The common thread behind each of these articles? They either list only Democrats, or they list a token Republican or two and immediately dismiss them. In other words, the Californian media is fully expecting a coronation rather than an election, or at the very least a deathmatch between Democratic titans in which Republicans play a wholly insignificant role. This is one-party politics at it finest.

It doesn’t have to be this way. Theoretically, a well-spoken and cunning GOP gubernatorial candidate could point at the squabbling likes of Garcetti, Villaraigosa, and Newsom and seem statesmanlike and put-together in comparison. Why isn’t this happening?

The CAGOP remains a very sidelined minority party without charismatic leadership- that’s the main reason. Jim Brulte may well offer himself up; aside from him, the two names that keep cropping up are Ashley Swearingen and Kevin Faulconer. Neither mayor has anything like the name recognition of Villaraigosa or Newsom, though Faulconer has the unique quality of being a Republican mayor of a major city, San Diego. Other California Republican figures who might otherwise run are either ineligible- Schwarzenegger- or completely uninterested- Secretary Rice. Carson Bruno suggestedBruce Willis, who has expressed conservative opinions in public before. Come to think of it, I wouldn’t be surprised at all if Candidate Willis happened- but it won’t.

So no Republican titans, and at the very best, most likely a sacrificial lamb named either Faulconer or Swearingen, for the GOP gubernatorial nomination. Not much of interest there, though best of luck to either if they decide to pursue the office.

What about playing the Trump strategy- whirling up a populist campaign with some charismatic political outsider? (Except one who’s nicer to Hispanics and women.) It’s definitely possible for someone with no prior political experience to run in California- Meg Whitman, Carly Fiorina, and Arnold Schwarzenegger are all testimony to that.
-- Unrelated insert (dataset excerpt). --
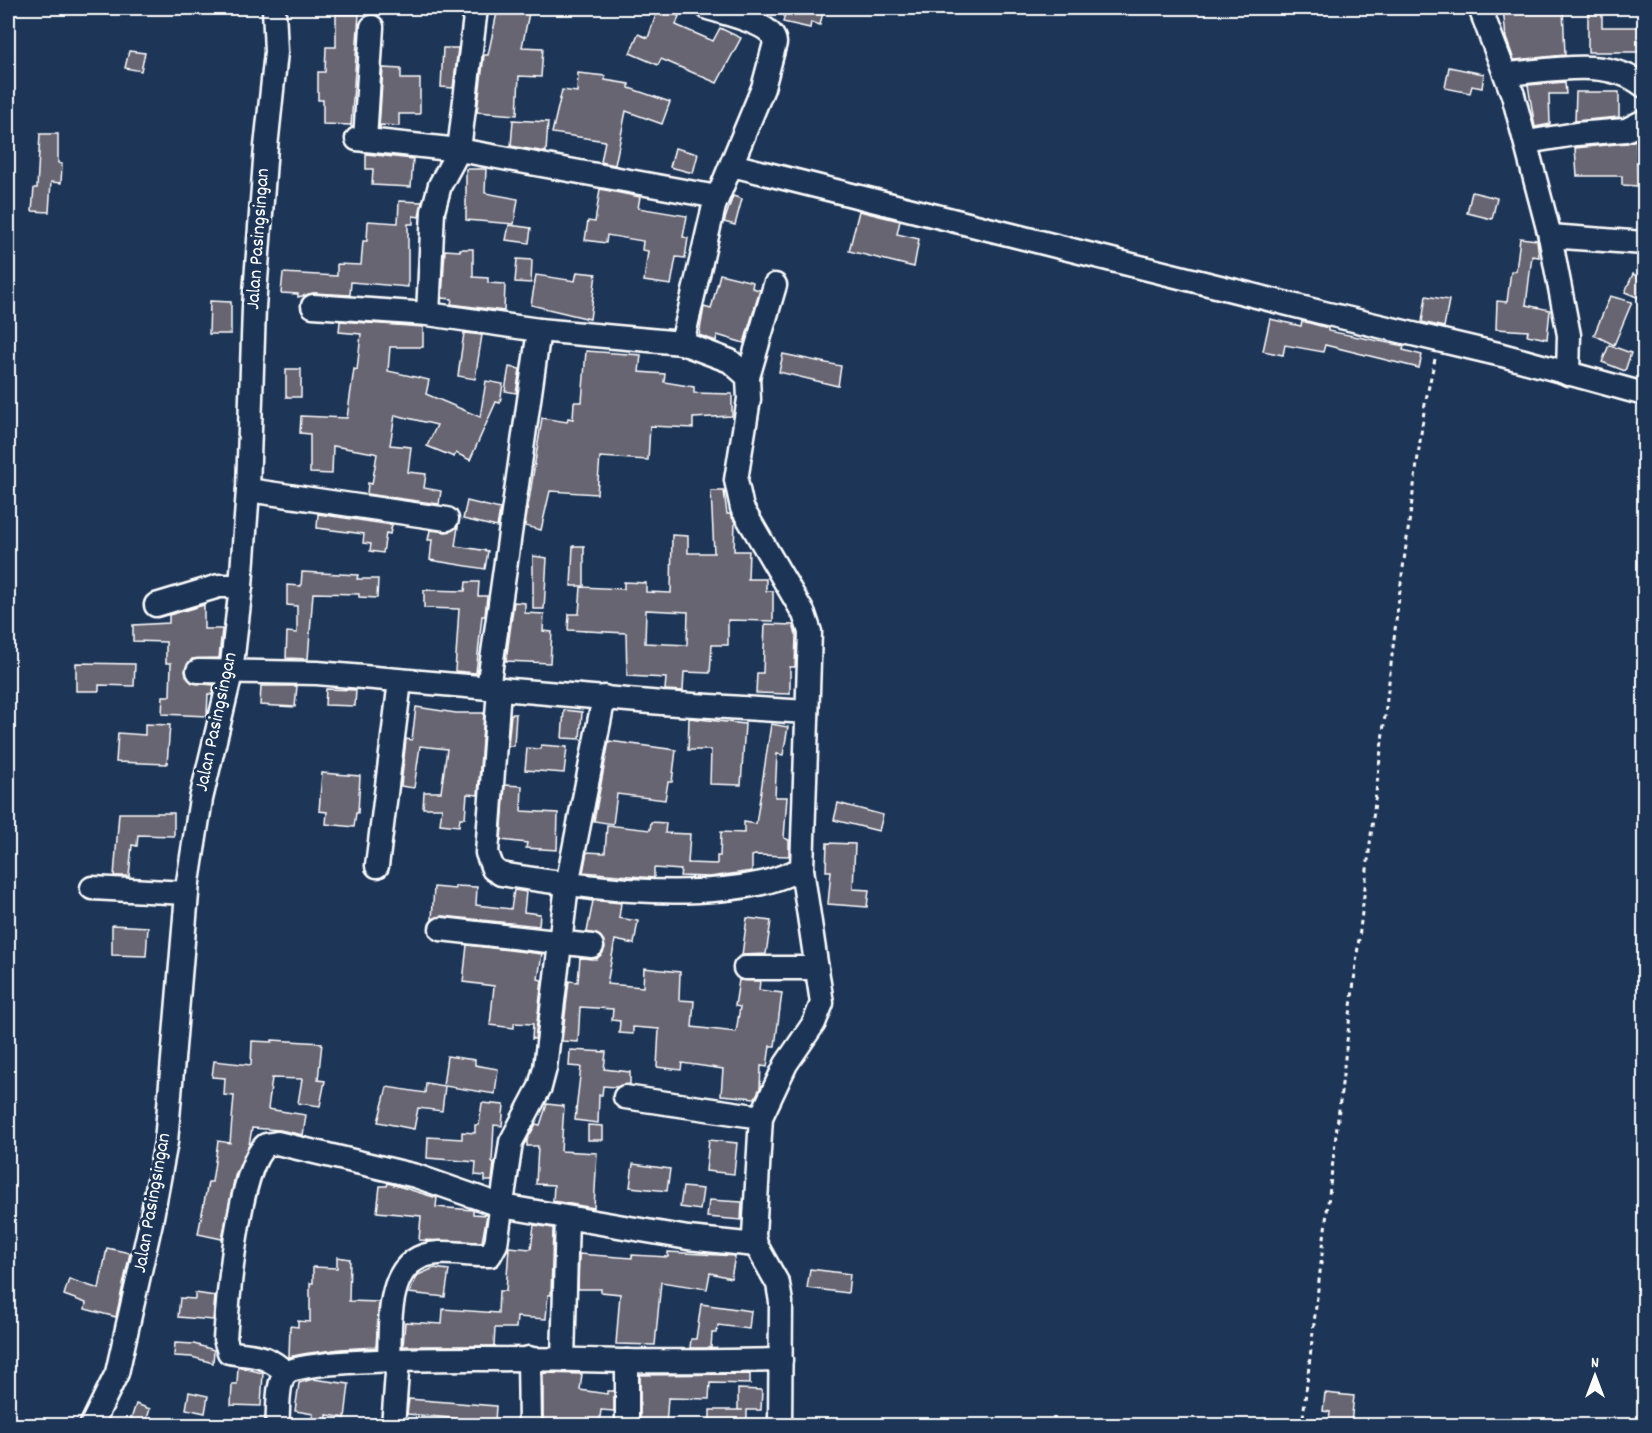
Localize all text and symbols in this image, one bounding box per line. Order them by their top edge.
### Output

What if the CAGOP can find a hidden gem of a speaker somewhere who, being outside of the California political elite, could strike a populist chord on the campaign trail?

There’s plenty of stuff for such a candidate to talk about, too. A poor business climate that privileges tech, finance, and entertainment, but doesn’t do much for mass-employment industries like manufacturing and energy, is still with us. Environmental regulations and green energy boondoggles continue to drive up electricity costs for working class Californians. Our infrastructure is crumbling. Major companies export their operations to other, milder tax climes, and they take their jobs with them. Yet the Brown regime remains content “fighting” climate change and allowing only for slow, incremental job growth.

A candidate from outside the political elite who preached a jobs agenda could do well, particularly if they brought innovative ideas to the problems of drought and stagnant wages. James P. Pinkerton apparently thinks it’s possible- a fanciful article of his refers to “the Republican victory in California’s 2018 gubernatorial election” and “the GOP sweep in Sacramento.” In Pinkerton’s political fanfiction, the GOP won over California’s working class with a pro-growth, pro-desalination, pro-energy exploitation agenda.

Is this at all likely?

I strongly doubt it. But it would be nice, and something new for a change. The way the campaign is currently shaping up, though, makes me think we’re more likely to remain a one-party state at least through this electoral cycle.